Your objective: Your answer is to be the count alone: the number of lines in the data below where "this" appears.

Listed records:
______

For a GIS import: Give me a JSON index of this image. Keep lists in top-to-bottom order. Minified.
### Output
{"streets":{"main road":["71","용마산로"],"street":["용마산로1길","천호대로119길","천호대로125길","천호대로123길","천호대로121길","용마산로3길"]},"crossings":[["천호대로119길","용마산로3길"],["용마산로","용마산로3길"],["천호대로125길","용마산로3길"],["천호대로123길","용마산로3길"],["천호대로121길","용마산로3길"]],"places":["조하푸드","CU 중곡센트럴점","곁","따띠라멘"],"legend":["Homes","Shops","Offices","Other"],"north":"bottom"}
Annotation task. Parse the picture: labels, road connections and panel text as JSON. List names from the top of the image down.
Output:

______

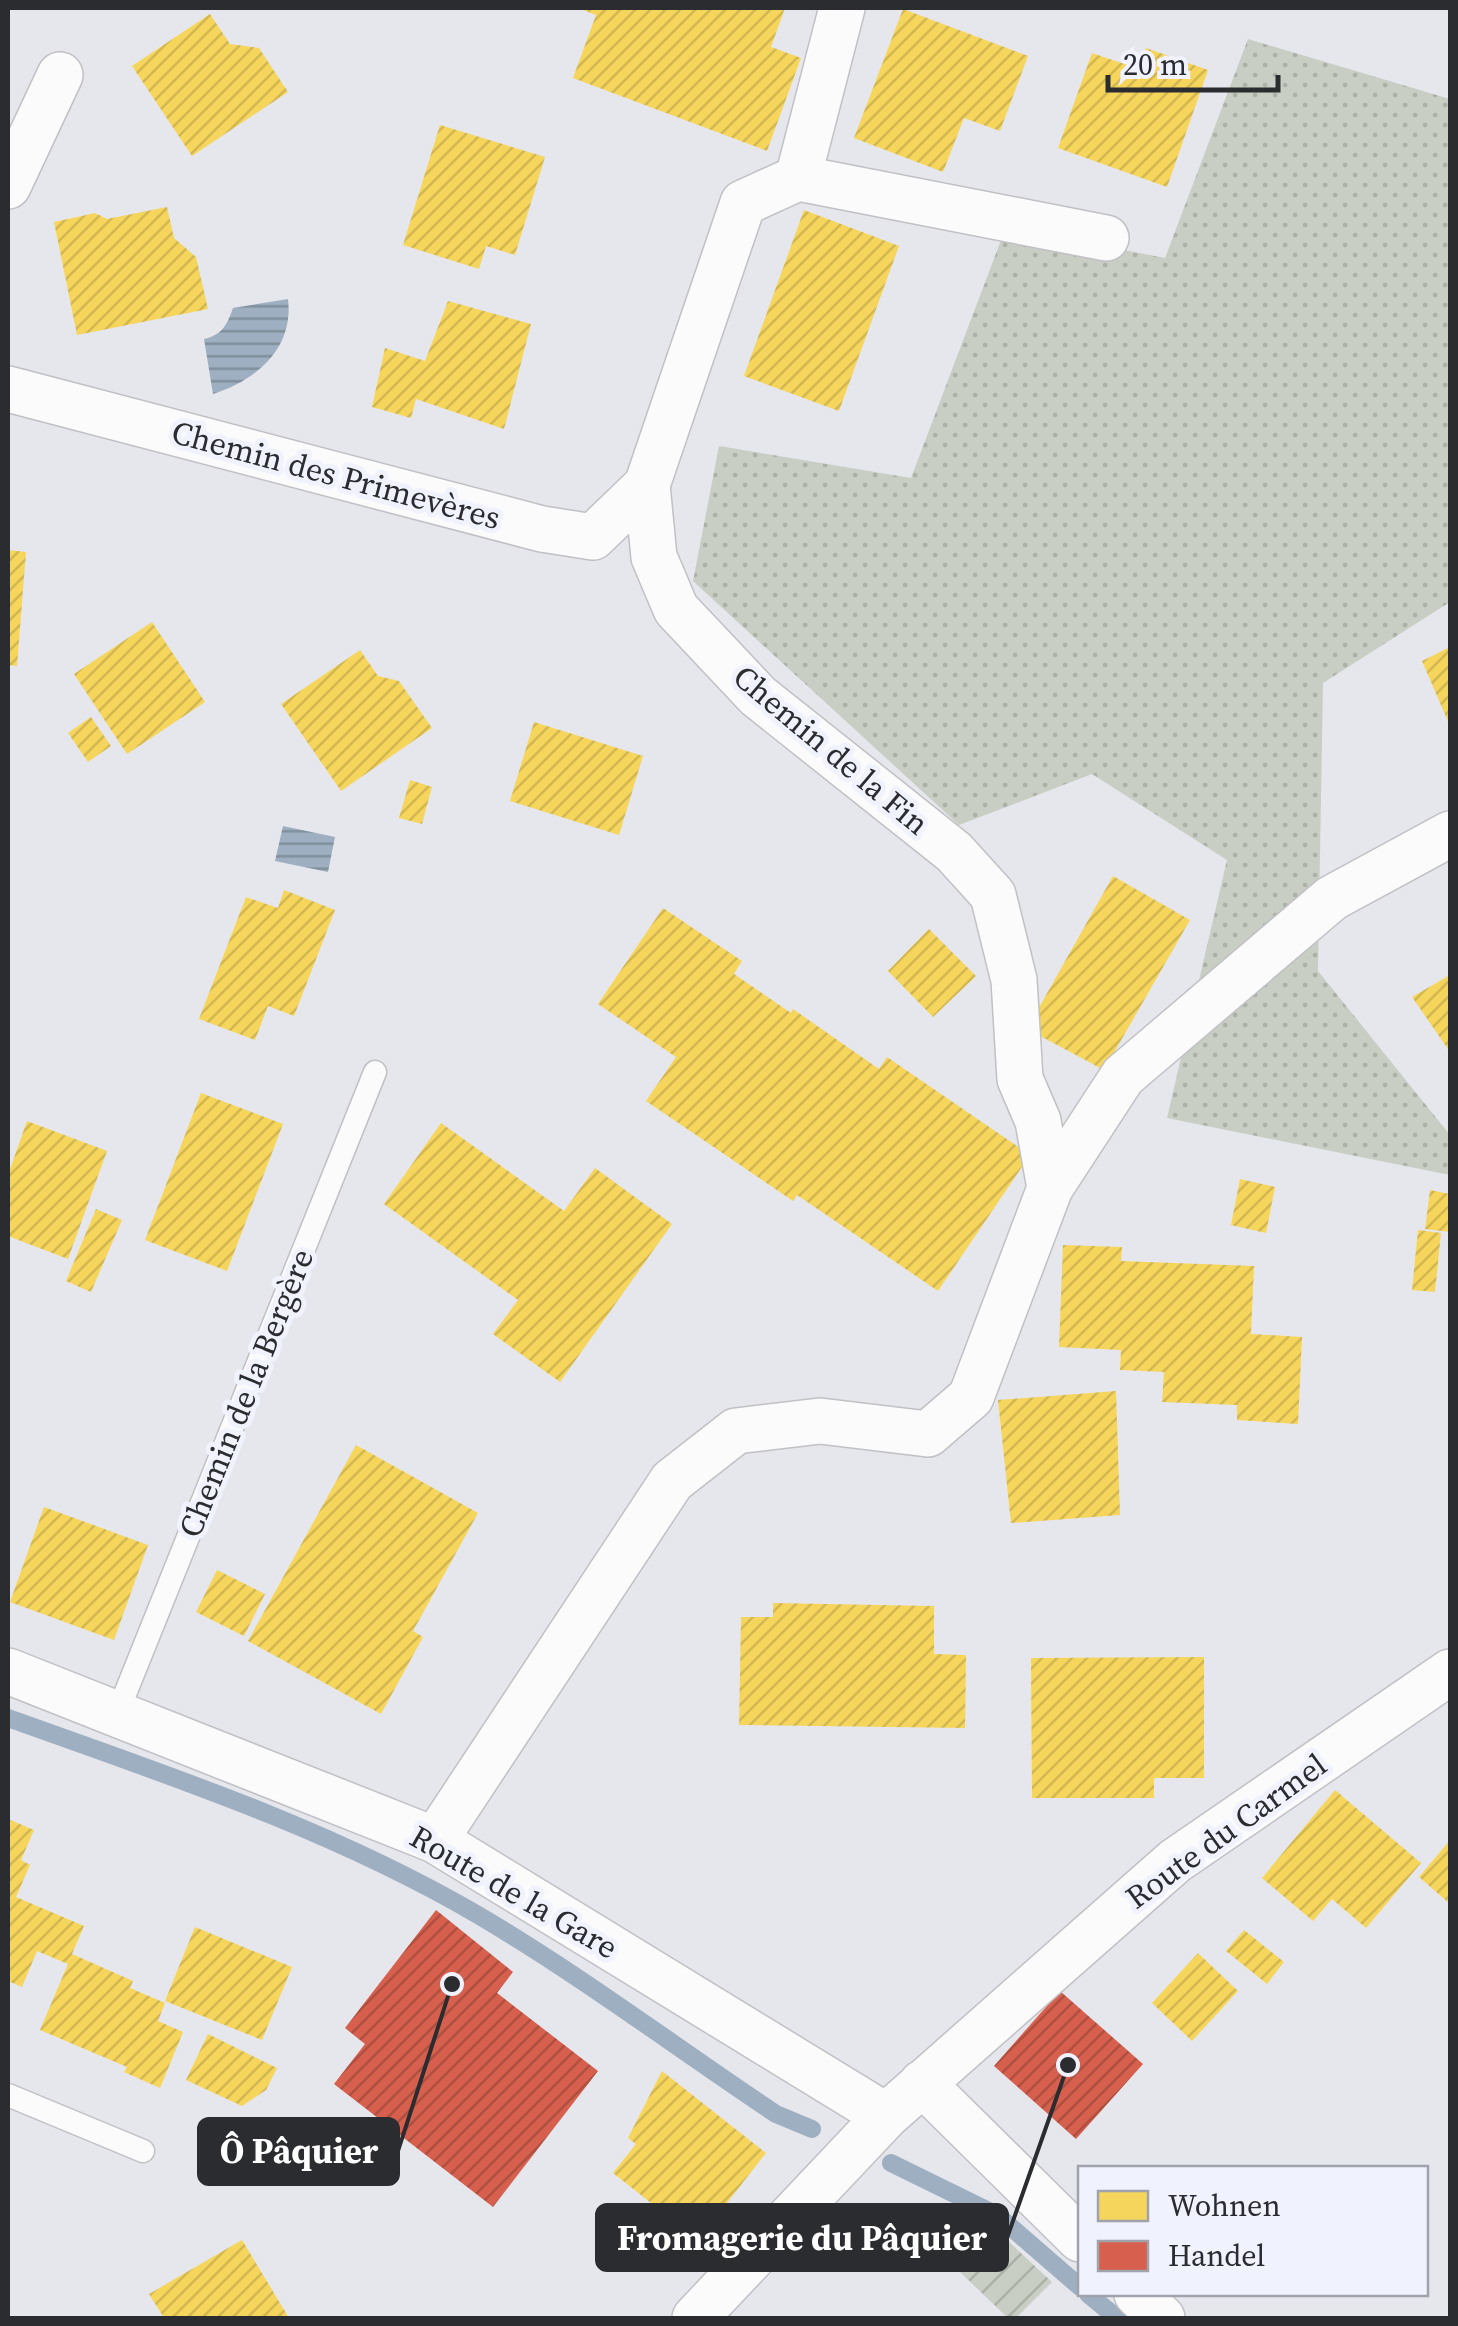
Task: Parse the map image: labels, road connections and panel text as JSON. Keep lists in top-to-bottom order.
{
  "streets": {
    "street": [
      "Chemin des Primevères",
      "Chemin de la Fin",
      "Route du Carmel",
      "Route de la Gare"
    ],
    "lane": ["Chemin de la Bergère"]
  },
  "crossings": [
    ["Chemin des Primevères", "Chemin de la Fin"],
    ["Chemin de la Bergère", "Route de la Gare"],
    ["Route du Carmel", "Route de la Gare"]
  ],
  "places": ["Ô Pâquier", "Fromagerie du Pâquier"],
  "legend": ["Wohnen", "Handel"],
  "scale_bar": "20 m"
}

______

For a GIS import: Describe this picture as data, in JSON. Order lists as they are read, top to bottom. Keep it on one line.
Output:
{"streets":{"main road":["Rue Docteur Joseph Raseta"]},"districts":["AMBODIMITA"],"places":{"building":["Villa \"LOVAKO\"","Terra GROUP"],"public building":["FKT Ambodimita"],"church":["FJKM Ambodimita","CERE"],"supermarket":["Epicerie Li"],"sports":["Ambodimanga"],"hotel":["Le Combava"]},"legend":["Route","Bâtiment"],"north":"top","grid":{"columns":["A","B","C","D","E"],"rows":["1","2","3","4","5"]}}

______

Answer box: 2